_What needs to be done:_
What lines of the data below hold the string "href"? Copy each one.

_Exercise inputs:_

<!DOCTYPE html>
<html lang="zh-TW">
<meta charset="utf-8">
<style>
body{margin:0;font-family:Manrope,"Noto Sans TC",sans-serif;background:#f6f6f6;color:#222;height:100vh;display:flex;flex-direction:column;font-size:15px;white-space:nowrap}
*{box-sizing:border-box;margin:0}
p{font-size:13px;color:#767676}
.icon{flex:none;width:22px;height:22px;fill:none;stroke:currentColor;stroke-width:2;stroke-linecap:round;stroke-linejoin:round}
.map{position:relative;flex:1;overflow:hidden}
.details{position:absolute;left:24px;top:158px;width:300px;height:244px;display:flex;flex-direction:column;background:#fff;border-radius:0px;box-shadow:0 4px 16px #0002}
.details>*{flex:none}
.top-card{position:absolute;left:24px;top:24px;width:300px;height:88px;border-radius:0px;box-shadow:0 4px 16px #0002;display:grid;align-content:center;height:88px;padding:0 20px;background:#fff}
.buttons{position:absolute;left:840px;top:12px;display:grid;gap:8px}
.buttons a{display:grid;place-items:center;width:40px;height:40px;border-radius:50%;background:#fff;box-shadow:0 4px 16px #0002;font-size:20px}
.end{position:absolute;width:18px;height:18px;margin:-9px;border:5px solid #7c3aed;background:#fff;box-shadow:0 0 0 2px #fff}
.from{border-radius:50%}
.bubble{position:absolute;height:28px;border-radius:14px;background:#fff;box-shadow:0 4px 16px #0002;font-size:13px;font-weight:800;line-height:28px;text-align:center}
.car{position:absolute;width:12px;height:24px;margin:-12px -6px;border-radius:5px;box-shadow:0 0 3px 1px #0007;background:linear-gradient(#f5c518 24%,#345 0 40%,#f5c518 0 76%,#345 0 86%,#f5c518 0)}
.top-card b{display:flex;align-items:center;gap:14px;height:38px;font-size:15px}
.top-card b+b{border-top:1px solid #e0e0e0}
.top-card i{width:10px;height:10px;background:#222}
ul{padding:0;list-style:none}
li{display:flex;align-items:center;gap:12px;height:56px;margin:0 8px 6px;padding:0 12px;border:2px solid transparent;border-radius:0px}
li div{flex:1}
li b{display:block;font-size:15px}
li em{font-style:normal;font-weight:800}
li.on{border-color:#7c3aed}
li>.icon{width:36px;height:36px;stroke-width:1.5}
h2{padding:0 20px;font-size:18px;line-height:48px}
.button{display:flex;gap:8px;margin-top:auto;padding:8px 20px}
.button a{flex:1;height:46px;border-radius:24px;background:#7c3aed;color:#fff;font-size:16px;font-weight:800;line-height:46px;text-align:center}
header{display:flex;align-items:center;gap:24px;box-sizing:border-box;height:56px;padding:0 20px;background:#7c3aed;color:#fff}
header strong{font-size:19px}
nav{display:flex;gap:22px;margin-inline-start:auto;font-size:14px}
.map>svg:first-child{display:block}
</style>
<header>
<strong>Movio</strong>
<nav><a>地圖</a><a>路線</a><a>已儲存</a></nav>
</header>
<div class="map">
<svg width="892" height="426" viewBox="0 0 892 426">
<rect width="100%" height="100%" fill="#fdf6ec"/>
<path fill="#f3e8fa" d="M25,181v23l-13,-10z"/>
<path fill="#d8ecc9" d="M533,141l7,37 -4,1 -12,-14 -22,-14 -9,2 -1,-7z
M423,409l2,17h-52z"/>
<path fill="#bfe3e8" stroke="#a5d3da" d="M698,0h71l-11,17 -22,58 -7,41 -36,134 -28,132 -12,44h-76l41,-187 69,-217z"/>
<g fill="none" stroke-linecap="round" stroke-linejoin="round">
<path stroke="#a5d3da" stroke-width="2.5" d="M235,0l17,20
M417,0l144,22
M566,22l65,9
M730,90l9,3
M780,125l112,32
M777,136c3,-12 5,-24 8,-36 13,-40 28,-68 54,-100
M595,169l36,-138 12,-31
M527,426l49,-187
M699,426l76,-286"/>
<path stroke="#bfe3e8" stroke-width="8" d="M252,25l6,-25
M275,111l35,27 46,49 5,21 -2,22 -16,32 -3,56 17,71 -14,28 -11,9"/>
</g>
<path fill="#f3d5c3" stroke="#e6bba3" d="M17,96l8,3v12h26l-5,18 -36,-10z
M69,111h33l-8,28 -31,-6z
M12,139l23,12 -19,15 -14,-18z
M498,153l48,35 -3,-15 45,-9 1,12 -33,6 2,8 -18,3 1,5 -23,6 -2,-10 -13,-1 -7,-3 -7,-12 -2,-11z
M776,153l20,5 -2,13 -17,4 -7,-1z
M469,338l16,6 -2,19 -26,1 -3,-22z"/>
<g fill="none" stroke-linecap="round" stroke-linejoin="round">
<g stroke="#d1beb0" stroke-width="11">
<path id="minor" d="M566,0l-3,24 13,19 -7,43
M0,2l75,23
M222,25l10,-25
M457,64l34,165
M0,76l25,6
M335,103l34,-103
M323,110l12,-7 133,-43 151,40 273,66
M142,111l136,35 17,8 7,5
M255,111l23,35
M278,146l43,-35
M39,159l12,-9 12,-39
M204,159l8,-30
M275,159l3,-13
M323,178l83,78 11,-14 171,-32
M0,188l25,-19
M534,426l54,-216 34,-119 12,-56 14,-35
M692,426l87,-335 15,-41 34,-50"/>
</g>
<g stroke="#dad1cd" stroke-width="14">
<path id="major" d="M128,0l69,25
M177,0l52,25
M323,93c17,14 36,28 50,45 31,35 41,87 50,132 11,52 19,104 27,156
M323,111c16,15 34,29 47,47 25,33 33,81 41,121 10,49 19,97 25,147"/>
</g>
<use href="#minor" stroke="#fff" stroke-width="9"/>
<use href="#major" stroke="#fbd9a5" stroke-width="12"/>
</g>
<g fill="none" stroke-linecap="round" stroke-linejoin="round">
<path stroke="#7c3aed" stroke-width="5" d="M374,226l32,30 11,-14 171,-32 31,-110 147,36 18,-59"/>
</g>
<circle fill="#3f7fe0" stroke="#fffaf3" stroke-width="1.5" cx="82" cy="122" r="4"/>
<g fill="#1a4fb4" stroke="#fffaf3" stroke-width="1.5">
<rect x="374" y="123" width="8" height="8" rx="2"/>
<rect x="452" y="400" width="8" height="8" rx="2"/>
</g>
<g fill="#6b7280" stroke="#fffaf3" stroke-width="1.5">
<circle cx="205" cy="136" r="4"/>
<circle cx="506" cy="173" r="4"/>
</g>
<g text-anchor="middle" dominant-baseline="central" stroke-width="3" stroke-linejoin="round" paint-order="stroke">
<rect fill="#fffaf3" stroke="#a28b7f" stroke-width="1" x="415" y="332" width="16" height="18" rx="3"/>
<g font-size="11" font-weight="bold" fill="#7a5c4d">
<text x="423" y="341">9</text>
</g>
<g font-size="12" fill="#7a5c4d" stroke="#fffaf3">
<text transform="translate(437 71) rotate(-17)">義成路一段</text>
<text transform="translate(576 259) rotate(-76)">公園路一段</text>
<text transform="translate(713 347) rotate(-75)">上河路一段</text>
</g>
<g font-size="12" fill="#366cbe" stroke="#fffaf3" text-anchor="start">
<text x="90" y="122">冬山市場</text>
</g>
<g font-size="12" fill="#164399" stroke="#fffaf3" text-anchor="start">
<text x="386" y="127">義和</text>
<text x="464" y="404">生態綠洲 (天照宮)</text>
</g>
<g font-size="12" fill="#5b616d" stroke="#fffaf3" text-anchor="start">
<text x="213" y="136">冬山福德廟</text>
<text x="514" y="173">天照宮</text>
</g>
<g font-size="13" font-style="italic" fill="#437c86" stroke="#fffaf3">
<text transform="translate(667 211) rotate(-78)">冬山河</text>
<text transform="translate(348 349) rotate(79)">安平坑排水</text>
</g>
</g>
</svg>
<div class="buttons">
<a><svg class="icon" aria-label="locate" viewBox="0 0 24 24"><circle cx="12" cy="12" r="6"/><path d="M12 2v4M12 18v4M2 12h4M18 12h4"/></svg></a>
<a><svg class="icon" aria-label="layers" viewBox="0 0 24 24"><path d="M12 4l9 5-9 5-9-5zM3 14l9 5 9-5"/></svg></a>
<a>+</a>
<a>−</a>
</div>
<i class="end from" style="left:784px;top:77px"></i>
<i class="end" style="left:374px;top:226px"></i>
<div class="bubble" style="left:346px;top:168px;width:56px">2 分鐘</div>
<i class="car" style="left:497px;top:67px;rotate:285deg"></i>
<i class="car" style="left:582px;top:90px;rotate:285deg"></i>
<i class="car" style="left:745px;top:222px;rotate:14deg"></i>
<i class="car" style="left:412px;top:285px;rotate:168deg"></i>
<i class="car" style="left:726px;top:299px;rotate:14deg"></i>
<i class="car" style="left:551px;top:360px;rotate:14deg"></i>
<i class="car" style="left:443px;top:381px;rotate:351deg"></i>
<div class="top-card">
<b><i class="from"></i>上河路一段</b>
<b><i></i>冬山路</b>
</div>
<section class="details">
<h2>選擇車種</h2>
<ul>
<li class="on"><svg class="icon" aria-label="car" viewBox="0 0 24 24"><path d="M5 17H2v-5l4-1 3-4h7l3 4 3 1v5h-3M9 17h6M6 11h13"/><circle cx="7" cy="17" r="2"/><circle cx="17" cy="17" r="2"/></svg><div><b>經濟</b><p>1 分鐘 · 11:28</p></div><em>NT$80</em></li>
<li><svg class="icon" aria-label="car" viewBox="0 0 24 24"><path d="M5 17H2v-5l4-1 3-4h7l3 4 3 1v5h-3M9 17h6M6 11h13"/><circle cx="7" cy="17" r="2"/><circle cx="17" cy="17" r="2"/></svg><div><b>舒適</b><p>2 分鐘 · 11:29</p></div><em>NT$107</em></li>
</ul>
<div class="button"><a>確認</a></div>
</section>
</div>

_Expected answer:_
<use href="#minor" stroke="#fff" stroke-width="9"/>
<use href="#major" stroke="#fbd9a5" stroke-width="12"/>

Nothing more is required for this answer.